A judge has not yet decided whether the 11 children of a polygamist mother should be permanently taken from her, but he did order extra supervision during the mom's visits, which he said lately have been "adversarial."
Third District Juvenile Judge Andrew Valdez ordered that a "peer parent" be on hand for visits that Heidi Mattingly, a member of the polygamist Kingston family, has with her children. All are in state custody except for an infant girl.
State officials have contended that the children's father, John Daniel Kingston, abused the children and Mattingly failed to protect them, as well as failed to provide a safe and sanitary home. Allegations later arose that Mattingly also abused the children, including hitting them in the face until they bled from the nose or mouth, verbally belittling them and beating one child across the back with a broom handle.
Valdez made no decision Wednesday regarding returning the children to Mattingly's custody because the legal action in her case has not been concluded. Her next court date is Jan. 12.
However, the judge expressed concerns about the "adversarial" nature of supervised visits Mattingly has had with the children. He referred to a Division of Children and Family Services report that said Mattingly has behaved poorly with the children and seems to be trying to influence what they say and do.

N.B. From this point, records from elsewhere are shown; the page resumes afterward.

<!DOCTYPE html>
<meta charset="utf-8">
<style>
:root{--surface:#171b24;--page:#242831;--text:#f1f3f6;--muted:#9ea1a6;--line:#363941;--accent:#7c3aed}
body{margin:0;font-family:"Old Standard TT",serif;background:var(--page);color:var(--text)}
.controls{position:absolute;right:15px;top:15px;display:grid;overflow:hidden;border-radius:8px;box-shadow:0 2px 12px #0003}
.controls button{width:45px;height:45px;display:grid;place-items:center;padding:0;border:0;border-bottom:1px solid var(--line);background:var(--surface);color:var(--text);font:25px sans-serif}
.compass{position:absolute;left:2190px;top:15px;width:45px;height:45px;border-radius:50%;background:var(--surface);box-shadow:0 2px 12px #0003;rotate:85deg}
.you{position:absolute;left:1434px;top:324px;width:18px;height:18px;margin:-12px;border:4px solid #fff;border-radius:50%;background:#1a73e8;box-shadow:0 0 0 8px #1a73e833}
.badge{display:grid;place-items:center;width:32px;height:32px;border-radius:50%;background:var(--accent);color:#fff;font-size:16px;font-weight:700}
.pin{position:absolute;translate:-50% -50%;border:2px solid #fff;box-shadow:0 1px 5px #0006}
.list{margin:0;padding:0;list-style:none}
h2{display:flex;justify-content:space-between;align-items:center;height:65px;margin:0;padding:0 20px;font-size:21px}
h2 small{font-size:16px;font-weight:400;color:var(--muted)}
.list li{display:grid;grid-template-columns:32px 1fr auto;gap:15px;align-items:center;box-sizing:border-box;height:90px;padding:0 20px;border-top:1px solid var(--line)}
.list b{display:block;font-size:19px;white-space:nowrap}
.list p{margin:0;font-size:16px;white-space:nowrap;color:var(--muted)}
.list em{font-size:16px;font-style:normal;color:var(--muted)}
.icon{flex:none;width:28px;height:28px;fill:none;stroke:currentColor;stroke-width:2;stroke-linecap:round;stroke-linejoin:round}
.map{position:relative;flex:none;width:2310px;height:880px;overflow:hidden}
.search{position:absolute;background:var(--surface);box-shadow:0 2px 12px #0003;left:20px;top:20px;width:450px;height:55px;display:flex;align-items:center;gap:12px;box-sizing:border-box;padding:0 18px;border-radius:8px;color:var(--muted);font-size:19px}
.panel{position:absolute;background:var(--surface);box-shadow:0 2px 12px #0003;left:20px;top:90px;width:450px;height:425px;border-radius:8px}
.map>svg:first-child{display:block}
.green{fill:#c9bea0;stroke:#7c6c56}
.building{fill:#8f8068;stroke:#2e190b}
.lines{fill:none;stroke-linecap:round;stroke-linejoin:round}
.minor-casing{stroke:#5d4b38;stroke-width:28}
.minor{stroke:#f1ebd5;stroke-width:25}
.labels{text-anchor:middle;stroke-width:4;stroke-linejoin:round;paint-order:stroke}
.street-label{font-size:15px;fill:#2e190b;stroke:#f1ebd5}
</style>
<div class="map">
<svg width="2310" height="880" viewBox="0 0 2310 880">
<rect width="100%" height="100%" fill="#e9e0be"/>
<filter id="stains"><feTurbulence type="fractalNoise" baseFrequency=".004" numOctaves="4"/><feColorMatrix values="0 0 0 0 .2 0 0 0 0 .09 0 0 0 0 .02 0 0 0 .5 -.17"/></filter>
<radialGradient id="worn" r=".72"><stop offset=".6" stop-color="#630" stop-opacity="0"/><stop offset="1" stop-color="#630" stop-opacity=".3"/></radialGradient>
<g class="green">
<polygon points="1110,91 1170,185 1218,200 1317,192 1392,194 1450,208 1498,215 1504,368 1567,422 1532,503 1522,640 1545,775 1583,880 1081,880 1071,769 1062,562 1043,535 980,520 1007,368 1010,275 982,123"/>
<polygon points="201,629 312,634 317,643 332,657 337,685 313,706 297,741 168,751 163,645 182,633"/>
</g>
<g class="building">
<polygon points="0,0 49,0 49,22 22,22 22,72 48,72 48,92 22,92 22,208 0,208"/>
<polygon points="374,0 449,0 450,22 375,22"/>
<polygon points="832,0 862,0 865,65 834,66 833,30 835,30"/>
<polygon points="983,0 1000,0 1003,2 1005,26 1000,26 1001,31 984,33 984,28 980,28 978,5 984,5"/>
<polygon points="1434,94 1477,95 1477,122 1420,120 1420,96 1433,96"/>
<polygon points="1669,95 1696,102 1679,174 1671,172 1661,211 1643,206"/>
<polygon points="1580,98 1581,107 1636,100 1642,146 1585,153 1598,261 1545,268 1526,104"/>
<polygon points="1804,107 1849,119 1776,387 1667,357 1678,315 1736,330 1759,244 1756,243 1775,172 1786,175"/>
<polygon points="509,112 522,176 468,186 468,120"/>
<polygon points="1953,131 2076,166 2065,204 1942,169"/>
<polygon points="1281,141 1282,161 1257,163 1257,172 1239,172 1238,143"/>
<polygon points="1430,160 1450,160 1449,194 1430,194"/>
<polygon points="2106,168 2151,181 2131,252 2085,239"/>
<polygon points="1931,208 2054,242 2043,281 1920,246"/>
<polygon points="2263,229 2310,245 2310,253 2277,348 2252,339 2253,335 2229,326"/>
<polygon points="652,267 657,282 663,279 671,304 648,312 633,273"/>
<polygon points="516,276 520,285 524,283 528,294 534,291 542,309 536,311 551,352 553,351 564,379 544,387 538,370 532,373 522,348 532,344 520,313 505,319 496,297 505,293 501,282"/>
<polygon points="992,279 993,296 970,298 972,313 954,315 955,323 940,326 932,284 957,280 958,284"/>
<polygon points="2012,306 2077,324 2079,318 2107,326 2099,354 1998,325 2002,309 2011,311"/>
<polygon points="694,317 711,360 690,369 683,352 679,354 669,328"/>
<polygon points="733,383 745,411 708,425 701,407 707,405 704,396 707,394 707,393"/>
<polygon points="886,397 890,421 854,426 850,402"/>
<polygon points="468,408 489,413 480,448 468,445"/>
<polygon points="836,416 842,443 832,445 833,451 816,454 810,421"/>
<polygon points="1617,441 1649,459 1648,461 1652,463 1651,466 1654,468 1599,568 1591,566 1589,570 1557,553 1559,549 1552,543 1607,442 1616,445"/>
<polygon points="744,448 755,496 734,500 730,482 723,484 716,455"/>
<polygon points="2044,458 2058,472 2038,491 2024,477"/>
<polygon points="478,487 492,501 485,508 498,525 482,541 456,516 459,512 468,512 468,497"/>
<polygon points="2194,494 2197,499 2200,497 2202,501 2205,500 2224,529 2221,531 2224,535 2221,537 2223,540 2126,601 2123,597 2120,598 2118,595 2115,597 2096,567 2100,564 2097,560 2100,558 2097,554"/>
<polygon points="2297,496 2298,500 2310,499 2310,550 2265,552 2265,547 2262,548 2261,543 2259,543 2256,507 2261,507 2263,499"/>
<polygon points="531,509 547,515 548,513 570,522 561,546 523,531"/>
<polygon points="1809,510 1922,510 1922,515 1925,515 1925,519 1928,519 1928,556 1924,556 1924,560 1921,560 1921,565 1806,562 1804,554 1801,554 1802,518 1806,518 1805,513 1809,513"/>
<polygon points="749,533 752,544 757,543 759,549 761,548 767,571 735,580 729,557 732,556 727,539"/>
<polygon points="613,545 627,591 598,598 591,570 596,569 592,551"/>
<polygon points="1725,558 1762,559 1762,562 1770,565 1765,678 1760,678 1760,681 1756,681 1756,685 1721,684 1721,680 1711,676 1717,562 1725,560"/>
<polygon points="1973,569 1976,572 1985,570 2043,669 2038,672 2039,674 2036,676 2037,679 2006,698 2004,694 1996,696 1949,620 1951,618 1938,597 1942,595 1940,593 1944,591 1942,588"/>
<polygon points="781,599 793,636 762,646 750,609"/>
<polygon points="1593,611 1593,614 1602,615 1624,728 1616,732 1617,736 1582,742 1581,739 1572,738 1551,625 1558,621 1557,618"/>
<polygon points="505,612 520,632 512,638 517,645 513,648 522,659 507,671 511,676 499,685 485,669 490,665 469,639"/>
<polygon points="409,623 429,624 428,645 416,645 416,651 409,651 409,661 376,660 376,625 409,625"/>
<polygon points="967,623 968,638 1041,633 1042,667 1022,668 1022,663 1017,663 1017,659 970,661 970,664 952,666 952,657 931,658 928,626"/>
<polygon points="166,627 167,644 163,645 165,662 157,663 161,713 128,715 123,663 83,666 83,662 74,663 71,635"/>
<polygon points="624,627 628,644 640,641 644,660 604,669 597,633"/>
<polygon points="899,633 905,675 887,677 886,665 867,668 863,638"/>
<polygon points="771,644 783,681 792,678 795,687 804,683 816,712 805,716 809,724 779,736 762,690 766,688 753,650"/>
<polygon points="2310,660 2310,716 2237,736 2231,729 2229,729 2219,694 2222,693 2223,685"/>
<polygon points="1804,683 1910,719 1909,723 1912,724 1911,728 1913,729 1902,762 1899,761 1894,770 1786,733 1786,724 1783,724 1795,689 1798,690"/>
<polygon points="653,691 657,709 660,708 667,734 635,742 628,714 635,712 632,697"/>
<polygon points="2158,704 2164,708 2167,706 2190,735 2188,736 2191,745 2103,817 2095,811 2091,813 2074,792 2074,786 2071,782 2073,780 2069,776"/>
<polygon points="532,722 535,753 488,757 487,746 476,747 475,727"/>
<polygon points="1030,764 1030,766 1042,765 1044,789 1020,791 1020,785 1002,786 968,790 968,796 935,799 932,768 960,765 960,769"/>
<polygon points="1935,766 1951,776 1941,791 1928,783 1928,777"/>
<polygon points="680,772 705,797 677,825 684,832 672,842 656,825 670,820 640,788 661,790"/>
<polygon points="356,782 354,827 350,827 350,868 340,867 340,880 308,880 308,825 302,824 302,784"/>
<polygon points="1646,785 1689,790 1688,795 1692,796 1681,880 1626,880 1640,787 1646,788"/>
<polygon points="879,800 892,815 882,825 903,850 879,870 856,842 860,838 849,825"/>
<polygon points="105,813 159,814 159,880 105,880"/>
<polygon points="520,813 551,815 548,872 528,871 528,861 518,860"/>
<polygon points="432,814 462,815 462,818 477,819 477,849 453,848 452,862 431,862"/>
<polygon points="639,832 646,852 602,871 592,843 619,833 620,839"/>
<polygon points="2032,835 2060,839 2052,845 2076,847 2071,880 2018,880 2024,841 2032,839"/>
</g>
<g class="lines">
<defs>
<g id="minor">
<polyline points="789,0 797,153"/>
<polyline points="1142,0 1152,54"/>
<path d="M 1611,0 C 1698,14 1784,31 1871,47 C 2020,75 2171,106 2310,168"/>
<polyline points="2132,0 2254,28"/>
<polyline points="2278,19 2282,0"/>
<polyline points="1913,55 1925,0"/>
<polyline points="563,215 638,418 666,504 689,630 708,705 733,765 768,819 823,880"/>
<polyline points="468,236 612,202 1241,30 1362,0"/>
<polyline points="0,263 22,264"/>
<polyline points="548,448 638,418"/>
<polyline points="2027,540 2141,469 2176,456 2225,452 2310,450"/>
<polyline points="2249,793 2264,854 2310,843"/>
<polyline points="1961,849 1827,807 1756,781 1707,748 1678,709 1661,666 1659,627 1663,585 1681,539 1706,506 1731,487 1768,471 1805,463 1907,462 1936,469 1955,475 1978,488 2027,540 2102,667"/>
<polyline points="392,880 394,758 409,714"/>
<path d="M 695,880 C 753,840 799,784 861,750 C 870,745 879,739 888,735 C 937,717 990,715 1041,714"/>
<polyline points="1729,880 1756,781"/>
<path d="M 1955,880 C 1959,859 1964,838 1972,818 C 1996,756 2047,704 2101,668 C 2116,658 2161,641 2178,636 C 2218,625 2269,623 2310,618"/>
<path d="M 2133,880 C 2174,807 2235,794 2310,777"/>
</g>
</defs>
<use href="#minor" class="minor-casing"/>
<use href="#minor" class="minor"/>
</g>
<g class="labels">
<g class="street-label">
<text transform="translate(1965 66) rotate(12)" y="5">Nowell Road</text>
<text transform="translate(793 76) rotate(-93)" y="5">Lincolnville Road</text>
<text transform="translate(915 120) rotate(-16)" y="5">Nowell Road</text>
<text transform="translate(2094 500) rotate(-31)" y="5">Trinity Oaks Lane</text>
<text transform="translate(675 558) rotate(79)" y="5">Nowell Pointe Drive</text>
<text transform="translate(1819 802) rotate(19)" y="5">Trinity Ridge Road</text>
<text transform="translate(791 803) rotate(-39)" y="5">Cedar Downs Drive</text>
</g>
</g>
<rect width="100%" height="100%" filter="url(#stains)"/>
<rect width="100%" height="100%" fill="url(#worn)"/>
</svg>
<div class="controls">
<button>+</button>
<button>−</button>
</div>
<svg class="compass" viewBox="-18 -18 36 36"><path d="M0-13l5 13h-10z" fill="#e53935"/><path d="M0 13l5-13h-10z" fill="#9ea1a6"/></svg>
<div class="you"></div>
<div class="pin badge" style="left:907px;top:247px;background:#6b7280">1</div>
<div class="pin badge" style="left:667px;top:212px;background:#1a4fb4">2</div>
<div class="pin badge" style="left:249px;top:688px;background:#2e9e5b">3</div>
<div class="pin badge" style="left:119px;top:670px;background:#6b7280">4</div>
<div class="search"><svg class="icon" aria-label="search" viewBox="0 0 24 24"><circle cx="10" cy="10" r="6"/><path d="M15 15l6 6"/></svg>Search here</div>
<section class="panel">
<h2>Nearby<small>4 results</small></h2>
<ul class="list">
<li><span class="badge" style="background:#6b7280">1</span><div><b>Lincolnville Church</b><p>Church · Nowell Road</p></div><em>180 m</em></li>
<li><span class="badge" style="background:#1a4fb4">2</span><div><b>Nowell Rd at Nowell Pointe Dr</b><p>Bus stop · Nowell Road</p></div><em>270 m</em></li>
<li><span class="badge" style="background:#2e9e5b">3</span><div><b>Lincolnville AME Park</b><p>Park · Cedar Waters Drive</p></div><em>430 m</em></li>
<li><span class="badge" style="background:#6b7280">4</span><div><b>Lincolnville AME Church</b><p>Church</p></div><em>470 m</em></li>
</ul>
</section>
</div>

"If I had to determine reunification or home placement based on the visits, her chances of having these 10 kids returned to her are getting slimmer and slimmer," Valdez told Mattingly's lawyer.
"In my heart of hearts, I want to return these kids to you," Valdez told Mattingly. "But I am not going to return the kids to you unless I can determine they are going to be safe and they are going to be protected."
Valdez said his reading of the report indicates Mattingly uses the visits to manipulate the children and turn them against DCFS, their foster parents and the courts. "Visits should be for moms to show some nurturing. (They are) not arenas of confrontation."
From now on, a "peer parent" will be present, along with a DCFS employee, to teach Mattingly appropriate behavior and parenting skills, the judge ruled. Visits also will involve no more than four children at a time.
Much of Wednesday's hearing was devoted to what will happen to a videotaped interview that one of the children had with a law enforcement officer from the Utah Attorney General's Office. Mattingly's attorney, Russell Pietryga, argued that he needed to see the tape in order to properly represent his client. However, Assistant Attorney General Carolyn Nichols expressed fears that disclosing the tape could compromise an ongoing investigation that might result in criminal charges and that has little connection to the custody matter.
After lengthy debate, Valdez checked with the presiding judge of the juvenile courts, who assigned 3rd District Juvenile Judge Frederic Oddone to privately review the tape. If anything in it relates to Mattingly's case, Oddone will then inform Valdez, who in turn will contact all the attorneys.